George Marke, Prince Marc Kojo Tovalou Houènou, and Marcus Garvey, 1924
Public domain image

The Ligue Universelle pour la Défense de la Race Noire (LUDRN) was a Pan-African association created on April 30, 1924, by Kojo Tovalou Houénou, known as Tovalou, descendant of the last king of Dahomey (now Benin). The headquarters of the association was located in Paris and the executive committee was composed of seven black members from the French Empire. Tovalou, a military doctor during the First World War, was designated president of the association, and René Maran, a colonial administrator for Martinique, was vice president. The objectives of the association were the defense and protection of the rights of black people all over the world, the development of solidarity among the black population, and the evolution of the race through education.

At its beginning, the association was financed by members’ contributions and cultural events. Meetings and seminars on the black race or concerts were organized in famous public places to promote the association and arouse the interest of the population in black issues. A newspaper called Les Continents was created on May 15, 1924, endorsing ideals of the association, providing information about the situation of blacks in the French colonies but also about worldwide black issues.

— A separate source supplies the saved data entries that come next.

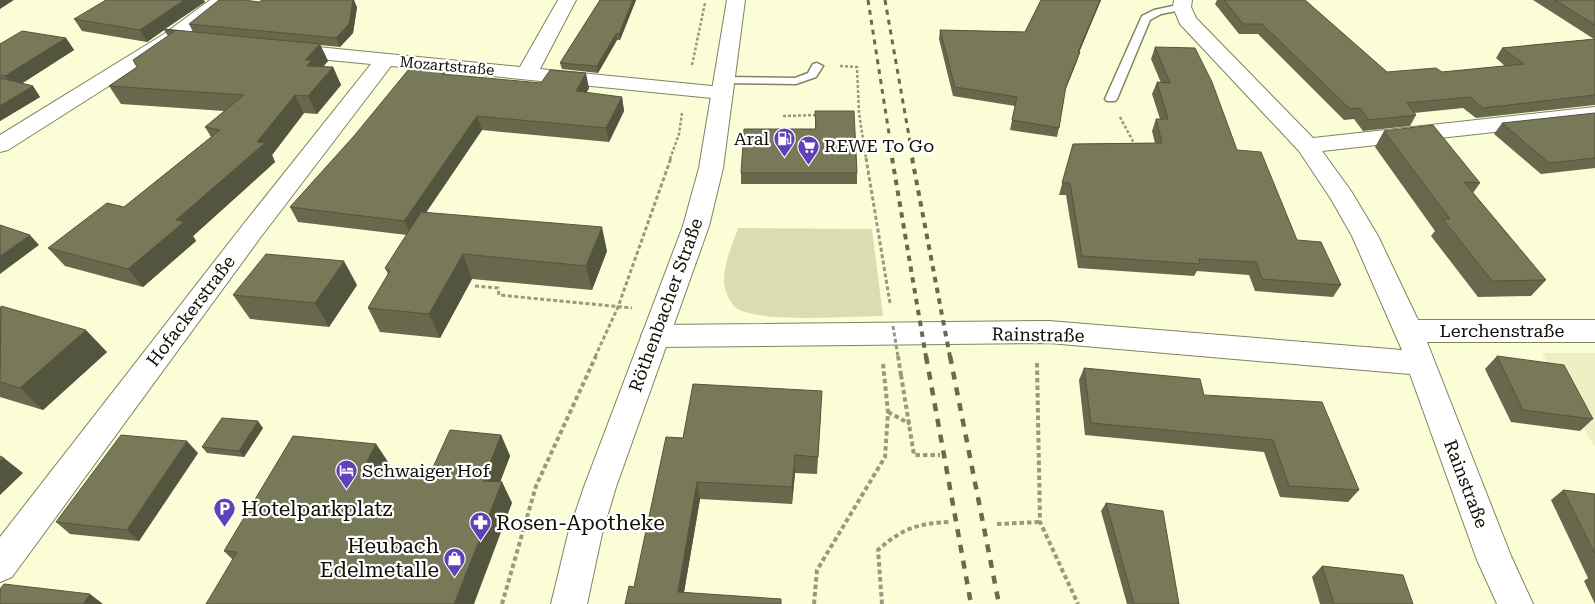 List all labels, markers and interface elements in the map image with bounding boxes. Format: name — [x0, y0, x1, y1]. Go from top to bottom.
street label: Mozartstraße — [399, 53, 495, 79]
fuel station icon: Aral — [773, 127, 797, 158]
place label: Aral — [734, 128, 769, 149]
supermarket icon: REWE To Go — [796, 134, 820, 165]
place label: REWE To Go — [824, 135, 934, 156]
street label: Röthenbacher Straße — [624, 215, 707, 395]
street label: Hofackerstraße — [142, 251, 239, 370]
street label: Lerchenstraße — [1440, 320, 1565, 341]
street label: Rainstraße — [991, 323, 1085, 346]
street label: Rainstraße — [1440, 437, 1493, 531]
hotel icon: Schwaiger Hof — [334, 459, 358, 490]
place label: Schwaiger Hof — [362, 460, 490, 481]
parking icon: Hotelparkplatz — [213, 497, 237, 528]
place label: Hotelparkplatz — [241, 497, 392, 521]
pharmacy icon: Rosen-Apotheke — [468, 511, 492, 542]
place label: Rosen-Apotheke — [496, 511, 665, 535]
place label: Heubach Edelmetalle — [320, 534, 439, 582]
shop icon: Heubach Edelmetalle — [443, 546, 467, 577] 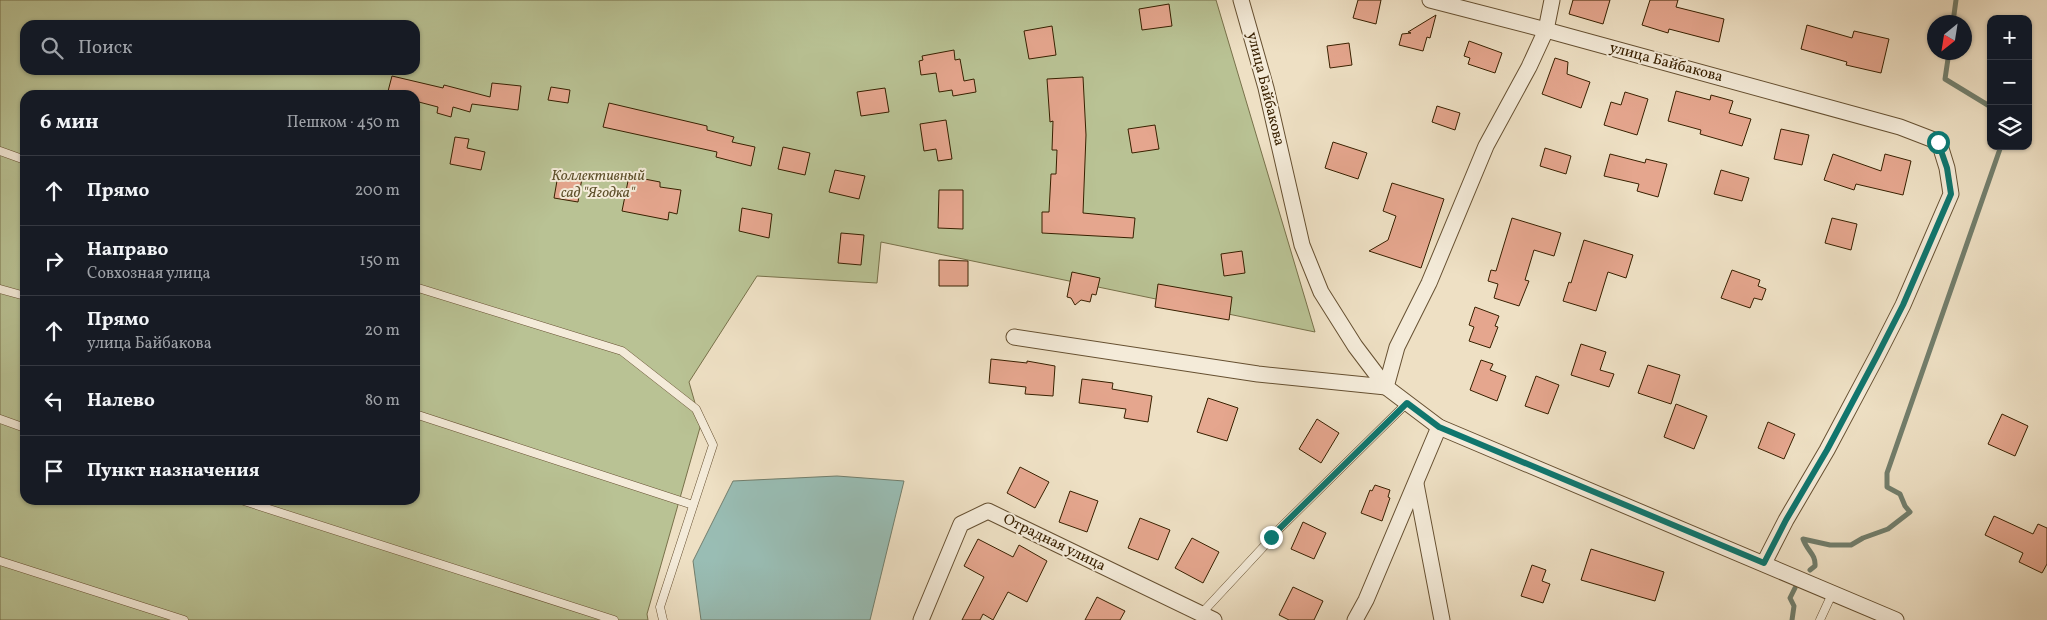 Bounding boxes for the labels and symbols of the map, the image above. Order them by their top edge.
north arrow [1927,15,1972,60]
street label: улица Байбакова [1241,30,1289,148]
street label: улица Байбакова [1607,38,1725,88]
route start [1927,131,1950,154]
park label: Коллективный сад "Ягодка" [551,166,645,204]
street label: Отрадная улица [999,509,1109,577]
route end [1260,526,1283,549] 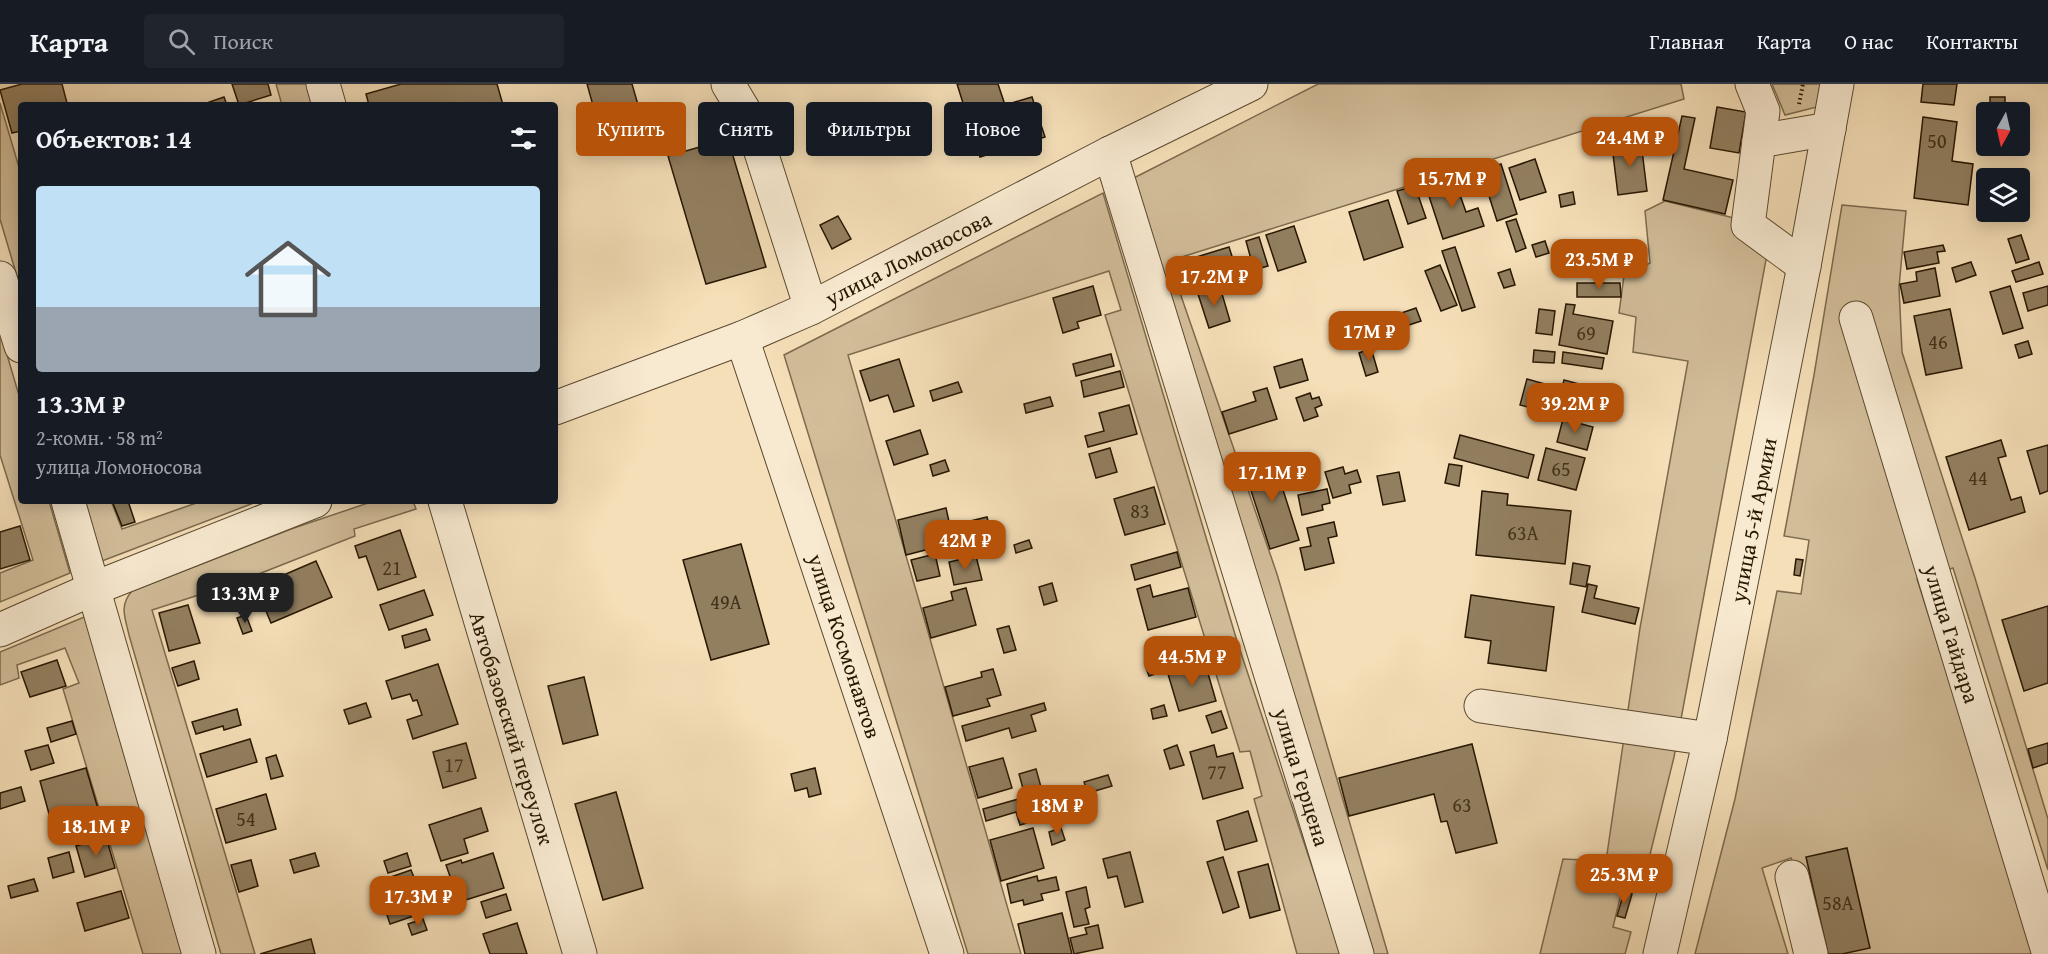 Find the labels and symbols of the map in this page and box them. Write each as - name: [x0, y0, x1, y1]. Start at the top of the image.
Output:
- north arrow: [1976, 102, 2030, 156]
- pin: 24.4M ₽: [1575, 117, 1685, 168]
- house number: 50: [1927, 126, 1947, 155]
- pin: 15.7M ₽: [1397, 158, 1507, 209]
- street label: улица Ломоносова: [819, 202, 997, 314]
- pin: 23.5M ₽: [1544, 239, 1654, 290]
- pin: 17.2M ₽: [1159, 256, 1269, 307]
- pin: 17M ₽: [1327, 311, 1411, 362]
- house number: 69: [1576, 318, 1596, 347]
- house number: 46: [1928, 327, 1948, 356]
- pin: 39.2M ₽: [1520, 383, 1630, 434]
- street label: улица 5-й Армии: [1721, 435, 1785, 606]
- pin: 17.1M ₽: [1217, 452, 1327, 503]
- house number: 65: [1551, 454, 1571, 483]
- house number: 44: [1968, 463, 1988, 492]
- house number: 83: [1130, 496, 1150, 525]
- house number: 63А: [1507, 518, 1539, 547]
- pin: 42M ₽: [923, 520, 1007, 571]
- street label: улица Космонавтов: [800, 549, 890, 742]
- house number: 21: [382, 553, 402, 582]
- street label: улица Гайдара: [1915, 560, 1988, 708]
- pin: 13.3M ₽: [190, 573, 300, 624]
- house number: 49А: [710, 587, 742, 616]
- street label: Автобазовский переулок: [461, 607, 563, 849]
- pin: 44.5M ₽: [1137, 636, 1247, 687]
- street label: улица Герцена: [1265, 703, 1338, 851]
- house number: 17: [444, 750, 464, 779]
- house number: 77: [1207, 757, 1227, 786]
- pin: 18M ₽: [1015, 785, 1099, 836]
- house number: 63: [1452, 790, 1472, 819]
- house number: 54: [236, 804, 256, 833]
- pin: 18.1M ₽: [41, 806, 151, 857]
- pin: 25.3M ₽: [1569, 854, 1679, 905]
- pin: 17.3M ₽: [363, 876, 473, 927]
- house number: 58А: [1822, 888, 1854, 917]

Soon after the founding of the association, its leaders planned a visit to the United States in order to promote its objectives and to study the racial situation in that nation. Tovalou arrived in the U.S. in August 1924, and pursued a series of conferences in cities with large African American populations. Tovalou also spoke at the Universal Negro Improvement Association (UNIA) convention in New York in 1924 and outlined LUDRN objectives: Paris was envisioned as the center of the Pan-African movement and charged to present black world claims to the League of Nations. This visit to the U.S. enabled Tovalou to benefit from the sympathy of National Association for the Advancement of Colored People (NAACP) and leaders such as W.E.B. DuBois.  In contrast, Marcus Garvey and UNIA leaders were not willing to give their endorsement.

Upon his return to France, Tovalou was forced to leave for Dahomey by French authorities because his connections with African American leaders were considered dangerous. In addition, an anonymous critique of Senegalese deputy Blaise Diagne, concerning recruitment of black soldiers for the French Army was published in Les Continents and led to a suit against Maran, who had taken control of the LUDRN. The LUDRN lost the case, and the newspaper stopped its activity in December 1924. Weakened by Tovalou’s absence, the LUDRN did not survive the incident.

Although it was a short-lived, the LUDRN inspired numerous Pan-African associations and newspapers created in Paris before World War II.